# hash oil extraction question!



## kingsblend (Nov 1, 2008)

Hello. I could really use some help. I finished making some bubble hash using the cold extraction method with the bubble bags. I have the dirty water left in a bucket. I can see oil floating at the top. I have been told that i can extract the oil out of these dirty water to make hash oil. When I bought the bubble bags it says that you can make "olive oil" and things of that sort with these bags. I am just wondering if anyone knows if this is true and what the process is? I would greatly appreciate it, I hate letting any of it go to waste. : ) Thanks a million. :stoned::tokie:


----------



## yeroc1982 (Nov 1, 2008)

never herd of that b4 but who know, maybe


----------



## thc is good for me (Nov 22, 2008)

Trich's are what have all the THC in them and get you high they are OIL based the rest of the plant is water based.

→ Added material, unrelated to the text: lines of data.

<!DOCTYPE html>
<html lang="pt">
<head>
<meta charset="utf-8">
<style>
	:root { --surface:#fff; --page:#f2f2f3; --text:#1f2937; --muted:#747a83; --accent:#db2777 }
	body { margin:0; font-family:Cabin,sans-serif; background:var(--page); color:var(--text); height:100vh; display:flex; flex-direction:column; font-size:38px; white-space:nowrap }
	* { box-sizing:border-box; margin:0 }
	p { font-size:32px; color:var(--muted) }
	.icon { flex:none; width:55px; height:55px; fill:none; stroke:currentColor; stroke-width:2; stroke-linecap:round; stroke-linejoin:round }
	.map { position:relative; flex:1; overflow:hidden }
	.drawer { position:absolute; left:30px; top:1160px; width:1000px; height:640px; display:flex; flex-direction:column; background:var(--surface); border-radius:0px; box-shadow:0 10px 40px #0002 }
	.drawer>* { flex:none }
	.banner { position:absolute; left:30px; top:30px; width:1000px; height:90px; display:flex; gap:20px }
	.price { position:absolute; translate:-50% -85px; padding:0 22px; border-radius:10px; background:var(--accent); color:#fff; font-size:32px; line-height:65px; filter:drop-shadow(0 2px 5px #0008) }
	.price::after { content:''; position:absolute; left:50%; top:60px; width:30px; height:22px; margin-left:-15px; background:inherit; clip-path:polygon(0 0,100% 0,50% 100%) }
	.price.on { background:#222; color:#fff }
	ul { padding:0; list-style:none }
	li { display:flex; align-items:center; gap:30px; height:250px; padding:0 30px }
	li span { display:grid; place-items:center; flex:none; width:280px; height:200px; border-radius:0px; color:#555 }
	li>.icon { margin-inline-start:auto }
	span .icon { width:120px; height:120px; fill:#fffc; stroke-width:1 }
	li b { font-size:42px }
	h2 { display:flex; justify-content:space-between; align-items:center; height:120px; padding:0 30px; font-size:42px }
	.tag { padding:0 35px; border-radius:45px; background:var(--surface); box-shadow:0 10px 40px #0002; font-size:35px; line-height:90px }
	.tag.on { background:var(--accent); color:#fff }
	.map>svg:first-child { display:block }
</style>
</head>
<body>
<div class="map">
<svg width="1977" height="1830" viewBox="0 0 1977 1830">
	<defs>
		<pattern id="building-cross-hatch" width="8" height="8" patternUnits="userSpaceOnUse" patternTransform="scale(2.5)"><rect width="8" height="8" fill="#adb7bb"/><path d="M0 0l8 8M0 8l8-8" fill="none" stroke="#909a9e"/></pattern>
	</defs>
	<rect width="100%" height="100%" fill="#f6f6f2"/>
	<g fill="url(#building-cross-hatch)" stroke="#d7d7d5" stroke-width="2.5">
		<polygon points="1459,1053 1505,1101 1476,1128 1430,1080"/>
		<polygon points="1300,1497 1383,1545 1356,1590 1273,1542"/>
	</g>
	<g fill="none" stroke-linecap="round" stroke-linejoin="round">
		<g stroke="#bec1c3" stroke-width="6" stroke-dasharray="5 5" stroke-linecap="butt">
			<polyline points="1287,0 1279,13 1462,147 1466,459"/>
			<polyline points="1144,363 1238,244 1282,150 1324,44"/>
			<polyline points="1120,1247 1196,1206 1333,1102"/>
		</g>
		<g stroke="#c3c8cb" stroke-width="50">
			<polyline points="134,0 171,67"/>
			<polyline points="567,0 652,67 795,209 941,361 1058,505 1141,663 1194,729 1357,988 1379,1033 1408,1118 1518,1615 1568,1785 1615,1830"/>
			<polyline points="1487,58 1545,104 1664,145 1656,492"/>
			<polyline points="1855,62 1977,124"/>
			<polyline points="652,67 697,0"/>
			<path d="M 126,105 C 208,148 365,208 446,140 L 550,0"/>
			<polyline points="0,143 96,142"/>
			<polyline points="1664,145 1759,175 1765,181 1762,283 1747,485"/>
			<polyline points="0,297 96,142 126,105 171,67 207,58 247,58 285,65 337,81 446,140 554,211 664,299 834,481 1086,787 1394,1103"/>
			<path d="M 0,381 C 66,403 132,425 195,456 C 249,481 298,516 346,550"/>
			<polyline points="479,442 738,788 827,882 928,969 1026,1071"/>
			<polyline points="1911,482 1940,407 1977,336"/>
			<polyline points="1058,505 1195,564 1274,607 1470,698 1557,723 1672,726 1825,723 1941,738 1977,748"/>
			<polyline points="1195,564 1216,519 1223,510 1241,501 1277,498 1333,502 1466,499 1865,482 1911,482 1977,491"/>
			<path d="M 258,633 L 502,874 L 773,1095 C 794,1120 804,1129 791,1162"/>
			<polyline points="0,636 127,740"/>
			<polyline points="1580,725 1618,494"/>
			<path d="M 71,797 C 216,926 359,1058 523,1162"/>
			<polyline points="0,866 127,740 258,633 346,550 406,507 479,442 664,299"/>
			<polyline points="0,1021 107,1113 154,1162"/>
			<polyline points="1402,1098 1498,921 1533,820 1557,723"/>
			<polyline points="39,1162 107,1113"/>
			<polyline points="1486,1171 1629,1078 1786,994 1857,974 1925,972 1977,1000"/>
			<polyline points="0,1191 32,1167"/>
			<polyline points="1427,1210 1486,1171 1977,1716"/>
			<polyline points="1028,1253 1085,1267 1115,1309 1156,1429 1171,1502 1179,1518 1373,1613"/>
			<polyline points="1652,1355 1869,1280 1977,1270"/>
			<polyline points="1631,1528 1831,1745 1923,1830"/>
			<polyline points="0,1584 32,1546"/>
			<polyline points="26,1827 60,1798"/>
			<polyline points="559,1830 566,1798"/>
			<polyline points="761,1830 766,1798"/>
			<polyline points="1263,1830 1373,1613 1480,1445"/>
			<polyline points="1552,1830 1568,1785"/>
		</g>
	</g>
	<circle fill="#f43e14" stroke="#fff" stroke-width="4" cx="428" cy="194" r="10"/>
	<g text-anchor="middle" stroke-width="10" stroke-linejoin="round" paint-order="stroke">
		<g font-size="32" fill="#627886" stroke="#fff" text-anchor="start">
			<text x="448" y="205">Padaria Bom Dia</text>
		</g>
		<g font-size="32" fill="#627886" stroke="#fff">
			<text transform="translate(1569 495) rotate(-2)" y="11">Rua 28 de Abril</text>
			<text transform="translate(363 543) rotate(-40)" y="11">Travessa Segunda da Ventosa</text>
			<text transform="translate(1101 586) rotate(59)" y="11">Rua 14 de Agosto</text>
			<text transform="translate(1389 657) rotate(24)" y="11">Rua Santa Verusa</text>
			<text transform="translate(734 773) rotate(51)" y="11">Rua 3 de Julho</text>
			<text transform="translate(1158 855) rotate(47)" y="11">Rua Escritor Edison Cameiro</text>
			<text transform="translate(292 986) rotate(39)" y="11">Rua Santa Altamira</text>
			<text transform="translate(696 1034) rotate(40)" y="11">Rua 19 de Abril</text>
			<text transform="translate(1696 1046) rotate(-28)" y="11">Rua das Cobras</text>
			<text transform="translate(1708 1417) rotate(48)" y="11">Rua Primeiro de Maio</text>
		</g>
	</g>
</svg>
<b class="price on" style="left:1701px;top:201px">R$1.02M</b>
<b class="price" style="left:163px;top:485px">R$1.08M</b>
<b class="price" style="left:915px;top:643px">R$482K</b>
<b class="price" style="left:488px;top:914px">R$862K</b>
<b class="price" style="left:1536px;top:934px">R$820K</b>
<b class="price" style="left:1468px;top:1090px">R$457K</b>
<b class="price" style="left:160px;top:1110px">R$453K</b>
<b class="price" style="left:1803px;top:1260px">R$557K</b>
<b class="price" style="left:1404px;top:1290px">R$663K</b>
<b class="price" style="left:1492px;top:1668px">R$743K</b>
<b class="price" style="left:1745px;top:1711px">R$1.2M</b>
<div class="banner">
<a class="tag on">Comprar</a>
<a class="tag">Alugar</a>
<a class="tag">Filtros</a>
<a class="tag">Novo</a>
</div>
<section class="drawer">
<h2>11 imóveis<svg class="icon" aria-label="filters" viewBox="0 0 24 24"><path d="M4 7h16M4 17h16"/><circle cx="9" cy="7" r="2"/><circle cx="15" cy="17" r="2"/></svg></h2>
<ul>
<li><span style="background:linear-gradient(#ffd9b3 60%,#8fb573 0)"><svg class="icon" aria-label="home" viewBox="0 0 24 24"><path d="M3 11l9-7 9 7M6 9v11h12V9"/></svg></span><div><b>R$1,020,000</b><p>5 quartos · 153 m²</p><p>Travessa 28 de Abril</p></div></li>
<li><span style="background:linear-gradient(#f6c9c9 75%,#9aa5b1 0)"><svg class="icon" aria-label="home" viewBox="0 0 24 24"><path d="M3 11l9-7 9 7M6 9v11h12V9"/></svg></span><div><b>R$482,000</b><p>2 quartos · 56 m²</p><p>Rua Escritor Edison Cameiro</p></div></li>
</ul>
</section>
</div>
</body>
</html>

SO all the trich's sink to the bottem because they are more dense than the water in the bucket. So that stuff floating on the top isnt going to get you high...


----------



## Slartibartfast (Dec 12, 2008)

Aren't trichs just little containers full of the good stuff?  Oil always floats on water, so if a lot of trichomes had leaked their resin out, maybe it would be floating.  
Just a wild guess, but if, as thc said, they are oil based... could happen, I guess.


----------



## thc is good for me (Dec 13, 2008)

Yea now im confused. I know all the Trich's float to the bottem of the bag with bubblebags and i know that the reason that bubblebags work is because trich's are oil based but that is true about oil bieng less dense than water. IDK I dont get it.


About the trichs leaking resin there not like that they dont have any liquid in them if they did you would get your keif box all wet.


----------



## That crazy vancouver guy (Dec 13, 2008)

thc is good for me said:
			
		

> Yea now im confused. I know all the Trich's *float to the bottem*
> 
> :huh:? ... now I am too...I think u mean, they *sink *to the bottom...


----------



## Slartibartfast (Dec 15, 2008)

To clarify my theory from above:  Trichomes are little containers full of resin, oily resin if what you say is correct.  The full trichome is heavier than water so it sinks.  But if some resin escapes, then the free resin (oil) does what oil does best... floats.

I'm only basing this on the fact that you say the resin is oil based.  Before this thread, I'd never heard that, so I'm just stating the facts of chemistry as if the part about being oily is correct.


----------



## nvthis (Dec 17, 2008)

I think that, if done right, any thc oils would not become loose in the first place as the medium (in this case ice+water=ice water/coooold) wouldn't allow it. If you are using bubble bags then the last bag should catch anything small enough to save. That is all. If this is in doubt then skim off a teaspoon and give it a whirl. If it blows your socks off then throw in a cube of butter and toss it on the stove. The fact that there may be some oiliness does not make it contain thc automatically. Plants manufacture and contain oils. Give it a lick and let us know.


----------